What to work on: From the entries below, gather every line containing the string "Alberto".
[[ Data section, beginning ]]
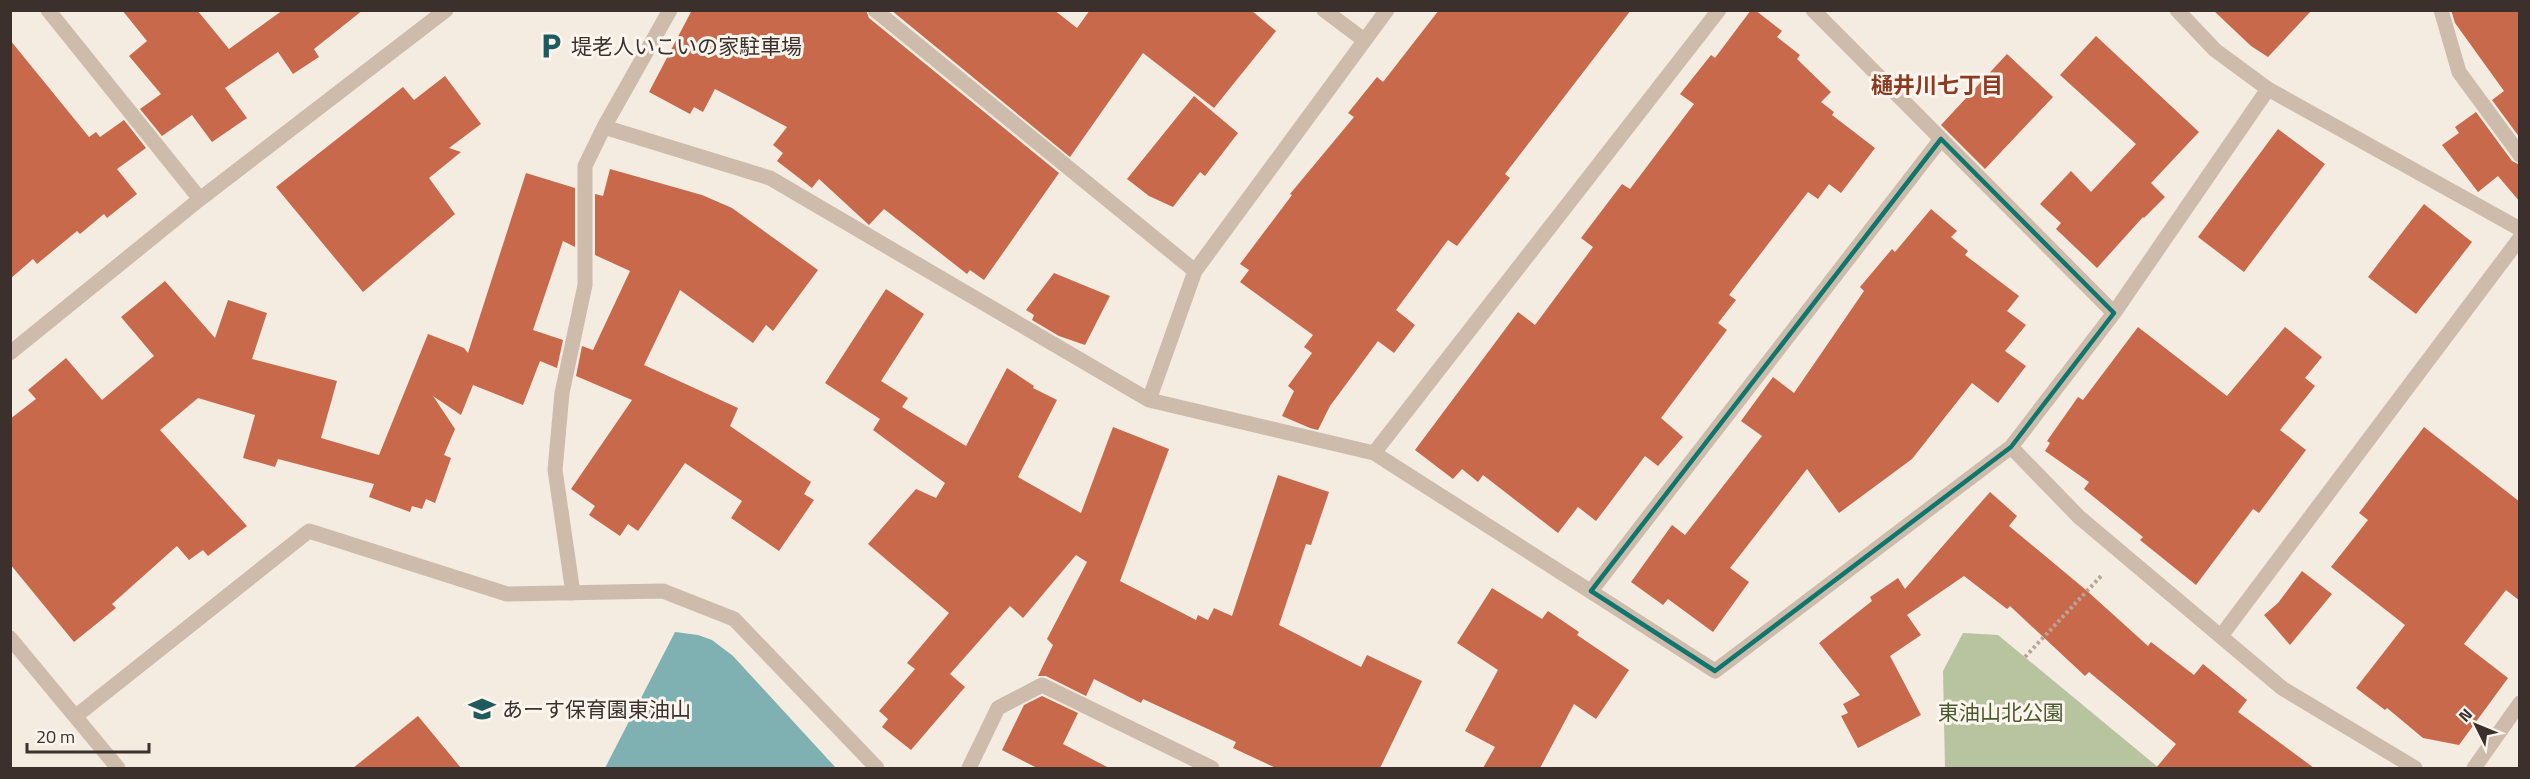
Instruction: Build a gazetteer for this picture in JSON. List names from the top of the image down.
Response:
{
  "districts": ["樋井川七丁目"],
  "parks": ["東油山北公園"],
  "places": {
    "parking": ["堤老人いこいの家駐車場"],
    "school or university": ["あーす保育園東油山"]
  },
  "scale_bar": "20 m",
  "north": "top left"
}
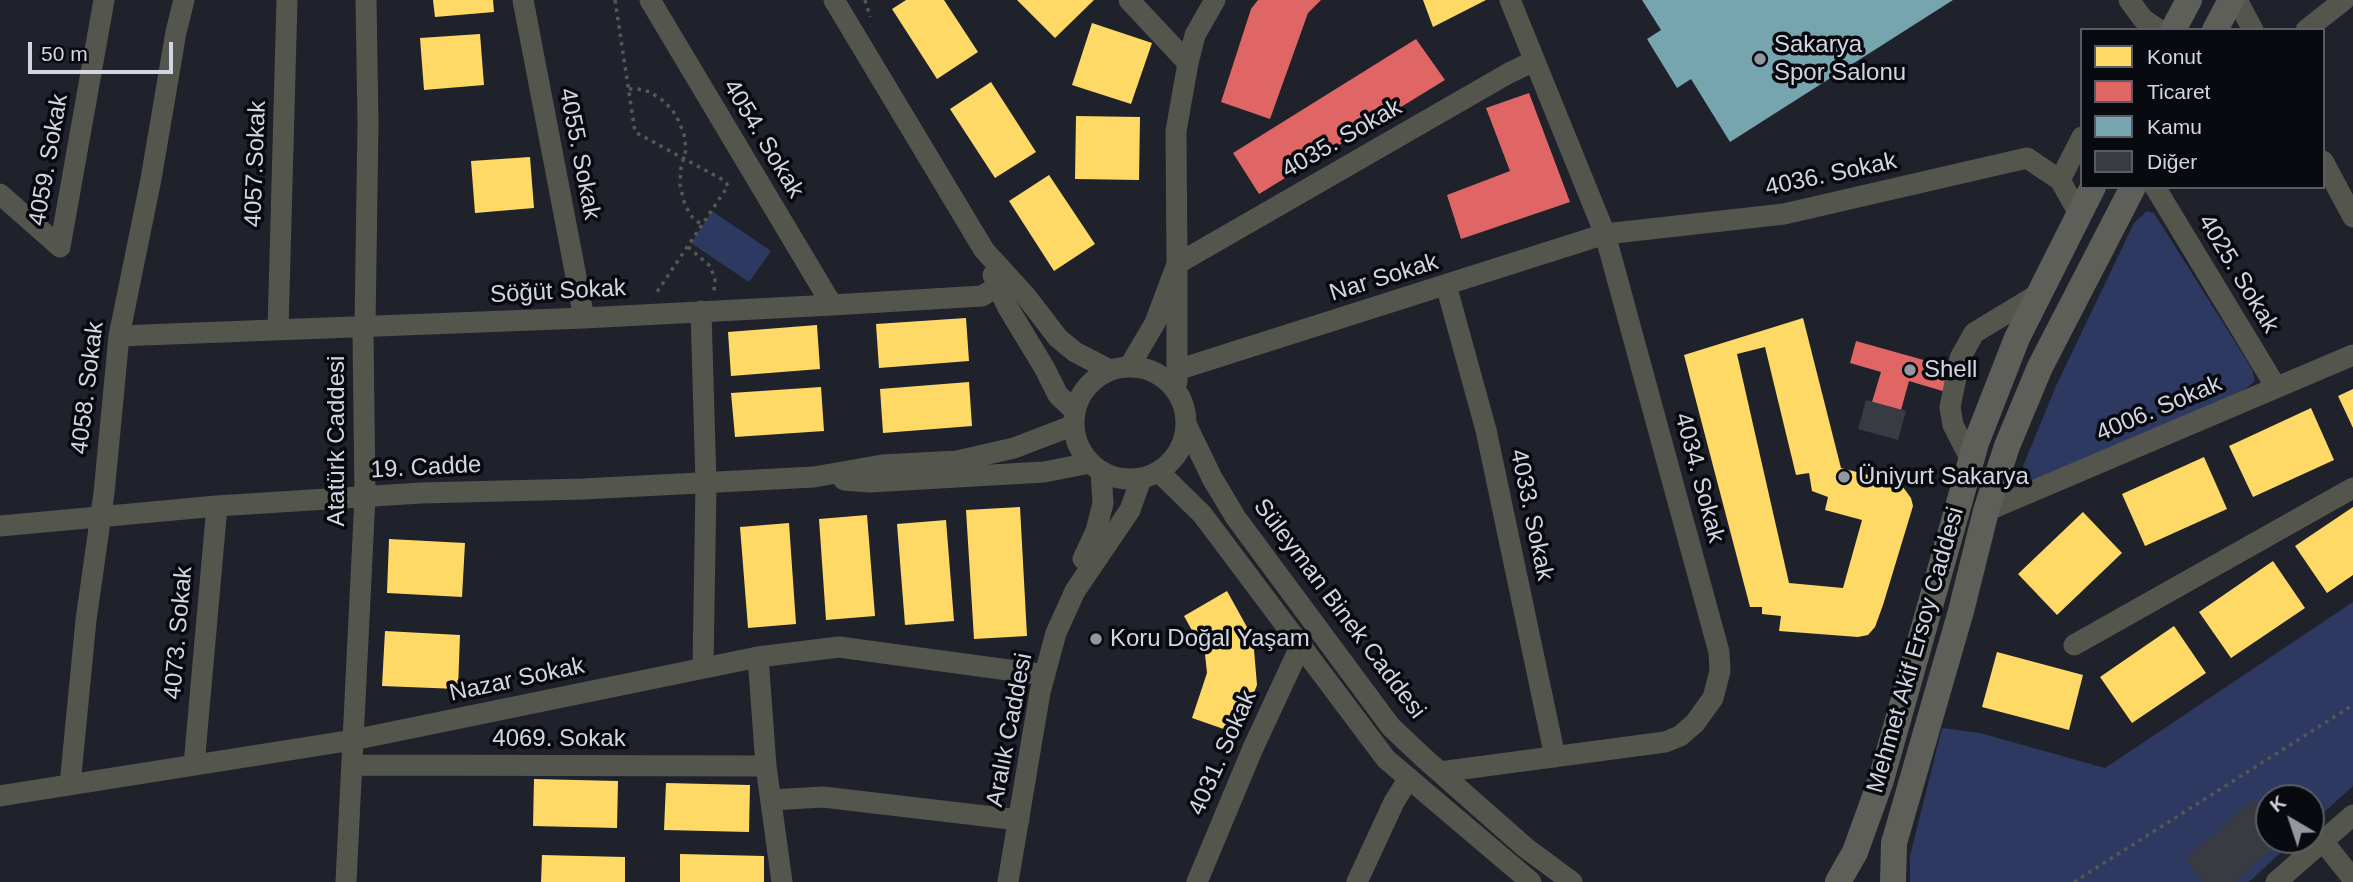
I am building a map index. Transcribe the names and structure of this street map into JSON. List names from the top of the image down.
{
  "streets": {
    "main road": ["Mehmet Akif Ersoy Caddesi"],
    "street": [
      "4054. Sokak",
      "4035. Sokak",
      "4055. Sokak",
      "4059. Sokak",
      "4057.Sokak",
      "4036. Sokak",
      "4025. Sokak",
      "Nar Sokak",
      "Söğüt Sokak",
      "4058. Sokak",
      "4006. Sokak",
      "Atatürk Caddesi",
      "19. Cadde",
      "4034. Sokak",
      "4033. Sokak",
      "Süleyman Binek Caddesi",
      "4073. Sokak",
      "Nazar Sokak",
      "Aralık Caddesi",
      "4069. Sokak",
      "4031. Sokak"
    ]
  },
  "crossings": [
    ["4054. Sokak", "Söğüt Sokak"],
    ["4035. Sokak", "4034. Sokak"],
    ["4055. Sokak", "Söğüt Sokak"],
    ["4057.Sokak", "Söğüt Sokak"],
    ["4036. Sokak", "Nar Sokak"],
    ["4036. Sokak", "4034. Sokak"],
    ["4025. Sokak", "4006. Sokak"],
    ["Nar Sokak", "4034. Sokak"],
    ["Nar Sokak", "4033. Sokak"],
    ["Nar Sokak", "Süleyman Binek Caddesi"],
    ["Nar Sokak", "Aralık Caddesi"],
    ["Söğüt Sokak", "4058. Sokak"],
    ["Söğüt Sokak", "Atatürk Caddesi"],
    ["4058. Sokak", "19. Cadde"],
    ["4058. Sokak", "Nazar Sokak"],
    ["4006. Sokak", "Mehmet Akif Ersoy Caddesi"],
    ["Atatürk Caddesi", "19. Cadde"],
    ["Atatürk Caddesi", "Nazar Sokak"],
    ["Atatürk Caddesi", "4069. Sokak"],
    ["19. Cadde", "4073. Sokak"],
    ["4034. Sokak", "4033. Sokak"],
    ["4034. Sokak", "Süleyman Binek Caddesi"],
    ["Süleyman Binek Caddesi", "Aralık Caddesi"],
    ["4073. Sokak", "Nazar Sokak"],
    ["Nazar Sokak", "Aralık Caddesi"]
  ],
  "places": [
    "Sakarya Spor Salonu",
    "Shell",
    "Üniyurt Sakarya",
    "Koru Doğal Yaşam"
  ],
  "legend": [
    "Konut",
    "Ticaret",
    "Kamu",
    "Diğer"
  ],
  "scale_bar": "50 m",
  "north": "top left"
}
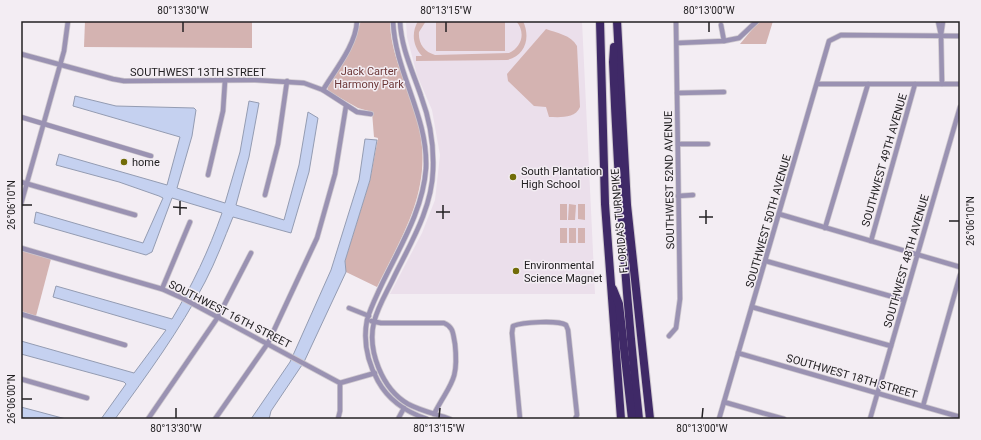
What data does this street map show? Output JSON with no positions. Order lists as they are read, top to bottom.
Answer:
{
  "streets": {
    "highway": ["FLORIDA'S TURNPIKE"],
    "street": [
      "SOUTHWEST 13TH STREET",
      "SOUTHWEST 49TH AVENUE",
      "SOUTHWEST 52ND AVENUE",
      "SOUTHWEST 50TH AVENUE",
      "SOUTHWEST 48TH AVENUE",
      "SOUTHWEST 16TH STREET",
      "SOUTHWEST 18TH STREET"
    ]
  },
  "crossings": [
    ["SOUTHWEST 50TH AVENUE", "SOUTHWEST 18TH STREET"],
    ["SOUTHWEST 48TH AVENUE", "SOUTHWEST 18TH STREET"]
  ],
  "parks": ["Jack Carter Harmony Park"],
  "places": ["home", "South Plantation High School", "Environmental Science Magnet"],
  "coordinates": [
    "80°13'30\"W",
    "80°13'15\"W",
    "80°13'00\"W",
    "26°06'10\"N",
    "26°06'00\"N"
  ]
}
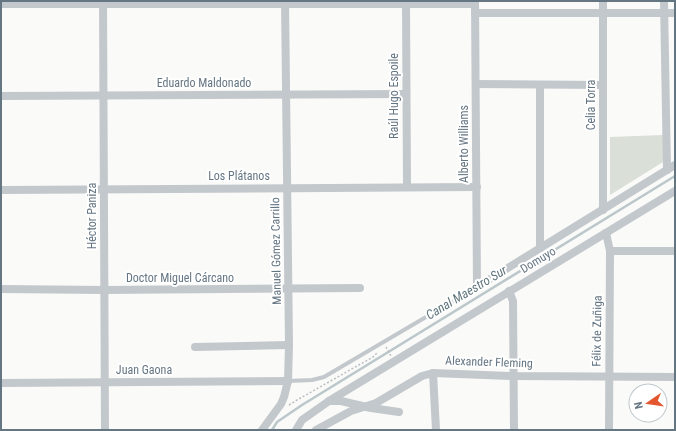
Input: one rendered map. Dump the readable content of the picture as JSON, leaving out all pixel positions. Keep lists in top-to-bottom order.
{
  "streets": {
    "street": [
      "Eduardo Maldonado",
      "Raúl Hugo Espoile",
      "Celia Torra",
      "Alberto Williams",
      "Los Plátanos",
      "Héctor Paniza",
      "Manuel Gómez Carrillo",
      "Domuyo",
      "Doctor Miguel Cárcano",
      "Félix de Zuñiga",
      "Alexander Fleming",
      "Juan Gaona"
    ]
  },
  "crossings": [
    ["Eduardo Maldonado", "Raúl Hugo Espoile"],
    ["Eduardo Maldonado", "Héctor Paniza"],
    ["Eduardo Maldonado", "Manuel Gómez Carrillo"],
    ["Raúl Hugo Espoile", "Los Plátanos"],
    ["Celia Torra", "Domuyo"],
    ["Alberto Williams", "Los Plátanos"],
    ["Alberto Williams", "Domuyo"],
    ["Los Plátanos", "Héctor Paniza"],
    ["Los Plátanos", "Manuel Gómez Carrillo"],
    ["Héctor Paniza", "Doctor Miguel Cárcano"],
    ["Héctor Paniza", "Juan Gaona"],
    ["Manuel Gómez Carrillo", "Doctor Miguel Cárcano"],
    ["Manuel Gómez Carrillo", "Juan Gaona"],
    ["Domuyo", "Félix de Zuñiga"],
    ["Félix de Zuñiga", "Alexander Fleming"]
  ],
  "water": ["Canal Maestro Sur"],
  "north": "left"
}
[[ Data section, end ]]
Output of the task:
      "Alberto Williams",
    ["Alberto Williams", "Los Plátanos"],
    ["Alberto Williams", "Domuyo"],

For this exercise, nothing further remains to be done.